:: TASK TO COMPLETE ::
Scan the records for the word "heat". Report each line where it occurs.

^^^^^^^^^^^^^^^^

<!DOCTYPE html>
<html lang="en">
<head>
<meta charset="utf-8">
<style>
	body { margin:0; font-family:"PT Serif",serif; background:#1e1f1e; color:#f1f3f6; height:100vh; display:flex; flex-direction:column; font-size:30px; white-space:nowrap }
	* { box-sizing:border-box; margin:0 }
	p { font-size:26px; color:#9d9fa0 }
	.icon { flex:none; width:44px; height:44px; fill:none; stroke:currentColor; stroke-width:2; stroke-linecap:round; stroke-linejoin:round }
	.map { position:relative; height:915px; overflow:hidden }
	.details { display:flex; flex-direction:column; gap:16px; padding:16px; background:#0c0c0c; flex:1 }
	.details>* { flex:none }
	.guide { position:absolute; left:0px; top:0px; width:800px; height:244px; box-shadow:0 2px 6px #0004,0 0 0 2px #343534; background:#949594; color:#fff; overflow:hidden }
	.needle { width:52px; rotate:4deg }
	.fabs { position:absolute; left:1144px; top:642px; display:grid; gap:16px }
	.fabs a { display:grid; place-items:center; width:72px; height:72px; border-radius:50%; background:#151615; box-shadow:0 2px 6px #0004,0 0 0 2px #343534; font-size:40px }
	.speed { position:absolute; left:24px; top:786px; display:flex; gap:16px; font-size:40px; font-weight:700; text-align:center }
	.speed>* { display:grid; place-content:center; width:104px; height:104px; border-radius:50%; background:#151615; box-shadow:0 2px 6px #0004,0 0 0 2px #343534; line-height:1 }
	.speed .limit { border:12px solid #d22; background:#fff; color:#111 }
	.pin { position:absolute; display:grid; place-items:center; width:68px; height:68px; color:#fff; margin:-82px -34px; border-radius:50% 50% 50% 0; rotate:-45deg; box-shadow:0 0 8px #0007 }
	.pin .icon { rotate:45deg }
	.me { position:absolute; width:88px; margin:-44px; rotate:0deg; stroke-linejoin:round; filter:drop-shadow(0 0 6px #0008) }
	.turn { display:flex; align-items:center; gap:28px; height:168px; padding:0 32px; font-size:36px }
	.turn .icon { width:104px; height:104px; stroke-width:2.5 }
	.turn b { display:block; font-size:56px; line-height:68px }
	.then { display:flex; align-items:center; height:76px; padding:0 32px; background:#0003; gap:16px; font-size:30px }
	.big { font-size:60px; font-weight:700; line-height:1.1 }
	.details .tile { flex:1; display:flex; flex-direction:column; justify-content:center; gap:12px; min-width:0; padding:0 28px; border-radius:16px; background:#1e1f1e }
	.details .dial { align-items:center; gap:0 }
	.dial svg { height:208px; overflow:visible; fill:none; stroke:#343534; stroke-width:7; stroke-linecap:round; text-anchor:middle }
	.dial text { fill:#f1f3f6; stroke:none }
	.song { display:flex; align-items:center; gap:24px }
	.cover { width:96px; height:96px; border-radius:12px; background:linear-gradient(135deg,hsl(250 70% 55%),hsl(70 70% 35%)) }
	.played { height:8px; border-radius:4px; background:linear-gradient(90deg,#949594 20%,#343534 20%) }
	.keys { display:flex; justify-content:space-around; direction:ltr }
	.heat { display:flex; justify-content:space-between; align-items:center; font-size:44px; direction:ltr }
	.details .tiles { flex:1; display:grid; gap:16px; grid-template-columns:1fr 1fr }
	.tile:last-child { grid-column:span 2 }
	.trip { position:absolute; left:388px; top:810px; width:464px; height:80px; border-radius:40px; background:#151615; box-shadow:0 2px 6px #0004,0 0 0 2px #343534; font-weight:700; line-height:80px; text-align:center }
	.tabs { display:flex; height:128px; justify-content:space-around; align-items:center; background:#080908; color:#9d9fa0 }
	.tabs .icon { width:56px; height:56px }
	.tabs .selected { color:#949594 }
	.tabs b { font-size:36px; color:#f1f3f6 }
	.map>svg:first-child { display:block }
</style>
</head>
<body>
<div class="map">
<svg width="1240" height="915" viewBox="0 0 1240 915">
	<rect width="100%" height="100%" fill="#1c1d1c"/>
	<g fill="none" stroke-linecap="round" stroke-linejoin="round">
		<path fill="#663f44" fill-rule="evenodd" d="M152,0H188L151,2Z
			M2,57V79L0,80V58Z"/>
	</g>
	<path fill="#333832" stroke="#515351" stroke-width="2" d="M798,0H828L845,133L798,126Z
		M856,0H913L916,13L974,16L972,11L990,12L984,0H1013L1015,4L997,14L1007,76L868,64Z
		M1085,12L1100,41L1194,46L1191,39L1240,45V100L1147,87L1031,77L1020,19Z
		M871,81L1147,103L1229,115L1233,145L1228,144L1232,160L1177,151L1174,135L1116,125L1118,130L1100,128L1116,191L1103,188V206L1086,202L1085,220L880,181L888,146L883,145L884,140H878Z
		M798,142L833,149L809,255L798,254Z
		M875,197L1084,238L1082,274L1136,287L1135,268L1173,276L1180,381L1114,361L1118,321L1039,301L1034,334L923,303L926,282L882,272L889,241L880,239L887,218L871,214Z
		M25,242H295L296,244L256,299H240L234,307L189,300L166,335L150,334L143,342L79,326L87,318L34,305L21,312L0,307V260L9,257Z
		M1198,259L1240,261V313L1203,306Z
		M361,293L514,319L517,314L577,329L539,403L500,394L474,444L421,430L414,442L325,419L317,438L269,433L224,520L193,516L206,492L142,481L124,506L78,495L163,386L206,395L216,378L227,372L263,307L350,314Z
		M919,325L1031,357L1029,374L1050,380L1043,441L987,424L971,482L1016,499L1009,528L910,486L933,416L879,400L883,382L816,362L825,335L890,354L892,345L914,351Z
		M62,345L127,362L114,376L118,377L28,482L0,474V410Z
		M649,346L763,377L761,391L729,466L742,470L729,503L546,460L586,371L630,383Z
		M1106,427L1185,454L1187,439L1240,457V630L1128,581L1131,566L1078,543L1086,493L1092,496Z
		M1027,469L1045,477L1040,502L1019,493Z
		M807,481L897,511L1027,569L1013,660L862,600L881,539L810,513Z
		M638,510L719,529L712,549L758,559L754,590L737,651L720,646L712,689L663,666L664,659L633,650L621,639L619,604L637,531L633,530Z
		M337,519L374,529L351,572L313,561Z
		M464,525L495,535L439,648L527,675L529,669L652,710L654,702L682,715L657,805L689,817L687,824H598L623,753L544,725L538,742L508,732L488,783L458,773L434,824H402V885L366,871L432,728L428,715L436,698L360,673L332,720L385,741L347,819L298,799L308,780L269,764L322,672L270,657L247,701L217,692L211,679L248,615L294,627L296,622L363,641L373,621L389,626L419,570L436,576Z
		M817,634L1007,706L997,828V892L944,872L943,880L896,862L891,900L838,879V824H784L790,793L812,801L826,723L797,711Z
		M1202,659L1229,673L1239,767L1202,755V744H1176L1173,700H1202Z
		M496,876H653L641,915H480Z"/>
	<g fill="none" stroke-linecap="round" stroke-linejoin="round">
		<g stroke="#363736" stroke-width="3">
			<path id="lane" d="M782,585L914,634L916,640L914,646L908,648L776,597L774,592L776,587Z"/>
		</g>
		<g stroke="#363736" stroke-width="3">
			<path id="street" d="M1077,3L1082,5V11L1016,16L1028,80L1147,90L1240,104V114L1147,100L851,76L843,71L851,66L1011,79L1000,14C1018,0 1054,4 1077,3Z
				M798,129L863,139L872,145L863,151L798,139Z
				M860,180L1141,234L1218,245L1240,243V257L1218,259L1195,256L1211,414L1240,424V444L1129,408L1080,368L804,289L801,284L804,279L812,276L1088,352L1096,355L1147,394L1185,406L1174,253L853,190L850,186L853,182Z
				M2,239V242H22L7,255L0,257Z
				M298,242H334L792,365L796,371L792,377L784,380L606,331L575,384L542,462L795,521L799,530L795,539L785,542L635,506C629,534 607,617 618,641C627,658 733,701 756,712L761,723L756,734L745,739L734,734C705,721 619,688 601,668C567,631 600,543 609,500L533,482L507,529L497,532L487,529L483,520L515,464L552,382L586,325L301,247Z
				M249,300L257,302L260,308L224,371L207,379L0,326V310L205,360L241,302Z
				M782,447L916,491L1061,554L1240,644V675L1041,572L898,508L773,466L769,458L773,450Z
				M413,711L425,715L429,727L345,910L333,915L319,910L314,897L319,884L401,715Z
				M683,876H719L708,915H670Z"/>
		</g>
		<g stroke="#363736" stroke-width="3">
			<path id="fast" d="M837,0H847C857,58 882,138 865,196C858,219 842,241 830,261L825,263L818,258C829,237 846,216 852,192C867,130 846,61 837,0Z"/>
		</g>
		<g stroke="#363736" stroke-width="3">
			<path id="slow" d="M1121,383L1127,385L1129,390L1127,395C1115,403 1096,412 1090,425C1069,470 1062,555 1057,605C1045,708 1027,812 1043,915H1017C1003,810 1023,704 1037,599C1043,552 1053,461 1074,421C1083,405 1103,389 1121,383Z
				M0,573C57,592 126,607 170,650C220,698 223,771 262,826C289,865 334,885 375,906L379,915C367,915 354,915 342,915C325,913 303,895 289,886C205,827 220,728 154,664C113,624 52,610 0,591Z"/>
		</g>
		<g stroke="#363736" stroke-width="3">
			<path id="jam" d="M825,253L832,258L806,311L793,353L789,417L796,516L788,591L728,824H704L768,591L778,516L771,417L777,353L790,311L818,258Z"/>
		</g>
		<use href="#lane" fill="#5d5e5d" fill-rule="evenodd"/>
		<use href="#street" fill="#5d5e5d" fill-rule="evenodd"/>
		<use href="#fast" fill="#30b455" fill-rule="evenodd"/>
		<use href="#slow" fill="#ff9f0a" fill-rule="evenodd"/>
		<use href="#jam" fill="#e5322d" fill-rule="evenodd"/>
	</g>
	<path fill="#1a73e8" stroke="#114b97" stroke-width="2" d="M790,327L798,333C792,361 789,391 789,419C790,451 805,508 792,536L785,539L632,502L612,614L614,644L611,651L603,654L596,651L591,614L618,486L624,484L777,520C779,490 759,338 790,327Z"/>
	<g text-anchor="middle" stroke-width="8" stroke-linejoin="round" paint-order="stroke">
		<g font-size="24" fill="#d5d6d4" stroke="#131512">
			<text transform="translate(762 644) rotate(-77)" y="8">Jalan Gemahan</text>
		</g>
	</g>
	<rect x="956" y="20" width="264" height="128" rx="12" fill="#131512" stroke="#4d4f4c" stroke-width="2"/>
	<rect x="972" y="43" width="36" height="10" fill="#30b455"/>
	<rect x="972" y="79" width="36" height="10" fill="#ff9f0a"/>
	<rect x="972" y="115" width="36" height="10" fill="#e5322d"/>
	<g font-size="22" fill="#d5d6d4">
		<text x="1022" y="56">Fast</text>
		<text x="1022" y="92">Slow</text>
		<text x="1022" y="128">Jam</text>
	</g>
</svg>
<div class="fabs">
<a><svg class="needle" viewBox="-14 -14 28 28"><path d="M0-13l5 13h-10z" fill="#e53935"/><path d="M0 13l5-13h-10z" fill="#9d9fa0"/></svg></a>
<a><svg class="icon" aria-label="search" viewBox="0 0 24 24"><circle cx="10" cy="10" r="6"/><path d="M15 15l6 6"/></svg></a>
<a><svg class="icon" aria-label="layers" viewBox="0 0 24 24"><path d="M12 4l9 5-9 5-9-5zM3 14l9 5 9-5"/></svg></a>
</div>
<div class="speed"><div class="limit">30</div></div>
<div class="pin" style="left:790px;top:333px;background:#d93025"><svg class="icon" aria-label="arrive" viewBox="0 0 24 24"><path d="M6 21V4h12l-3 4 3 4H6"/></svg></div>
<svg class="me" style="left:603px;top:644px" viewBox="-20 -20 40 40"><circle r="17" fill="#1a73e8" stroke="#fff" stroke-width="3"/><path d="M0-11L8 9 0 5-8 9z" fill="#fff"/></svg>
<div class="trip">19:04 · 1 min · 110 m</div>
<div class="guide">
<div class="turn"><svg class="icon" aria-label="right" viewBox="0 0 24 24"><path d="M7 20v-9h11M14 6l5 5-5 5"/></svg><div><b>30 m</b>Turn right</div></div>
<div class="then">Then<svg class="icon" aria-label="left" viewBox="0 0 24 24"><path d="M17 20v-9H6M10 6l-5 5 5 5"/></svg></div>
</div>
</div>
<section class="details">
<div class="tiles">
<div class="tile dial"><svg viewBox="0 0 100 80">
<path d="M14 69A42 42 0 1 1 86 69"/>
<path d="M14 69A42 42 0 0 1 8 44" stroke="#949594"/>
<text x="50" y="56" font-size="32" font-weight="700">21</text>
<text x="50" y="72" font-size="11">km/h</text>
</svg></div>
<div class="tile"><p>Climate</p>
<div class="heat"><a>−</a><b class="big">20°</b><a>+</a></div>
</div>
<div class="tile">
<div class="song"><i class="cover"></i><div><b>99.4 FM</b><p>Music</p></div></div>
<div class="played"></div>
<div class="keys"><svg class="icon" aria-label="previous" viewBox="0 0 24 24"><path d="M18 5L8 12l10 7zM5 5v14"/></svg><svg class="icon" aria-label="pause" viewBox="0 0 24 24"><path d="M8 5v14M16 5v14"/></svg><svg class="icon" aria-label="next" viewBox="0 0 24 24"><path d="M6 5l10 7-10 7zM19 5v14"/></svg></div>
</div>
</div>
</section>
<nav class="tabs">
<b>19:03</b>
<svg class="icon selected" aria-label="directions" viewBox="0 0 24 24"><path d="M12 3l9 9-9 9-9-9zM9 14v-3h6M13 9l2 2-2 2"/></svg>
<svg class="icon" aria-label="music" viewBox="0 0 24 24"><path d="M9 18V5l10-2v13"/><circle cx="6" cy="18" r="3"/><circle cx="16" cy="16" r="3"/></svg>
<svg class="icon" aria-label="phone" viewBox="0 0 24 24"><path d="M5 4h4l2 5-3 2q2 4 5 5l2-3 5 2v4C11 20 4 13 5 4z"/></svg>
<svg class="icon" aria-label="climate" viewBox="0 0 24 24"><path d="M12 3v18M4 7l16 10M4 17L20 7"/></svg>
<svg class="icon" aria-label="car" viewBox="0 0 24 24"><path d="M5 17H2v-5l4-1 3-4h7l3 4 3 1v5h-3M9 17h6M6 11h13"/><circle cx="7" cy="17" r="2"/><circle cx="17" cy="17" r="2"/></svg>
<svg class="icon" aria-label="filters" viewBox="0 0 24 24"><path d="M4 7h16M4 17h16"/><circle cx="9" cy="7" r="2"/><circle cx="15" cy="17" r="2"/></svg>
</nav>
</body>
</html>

^^^^^^^^^^^^^^^^

:: EXPECTED ANSWER ::
	.heat { display:flex; justify-content:space-between; align-items:center; font-size:44px; direction:ltr }
<div class="heat"><a>−</a><b class="big">20°</b><a>+</a></div>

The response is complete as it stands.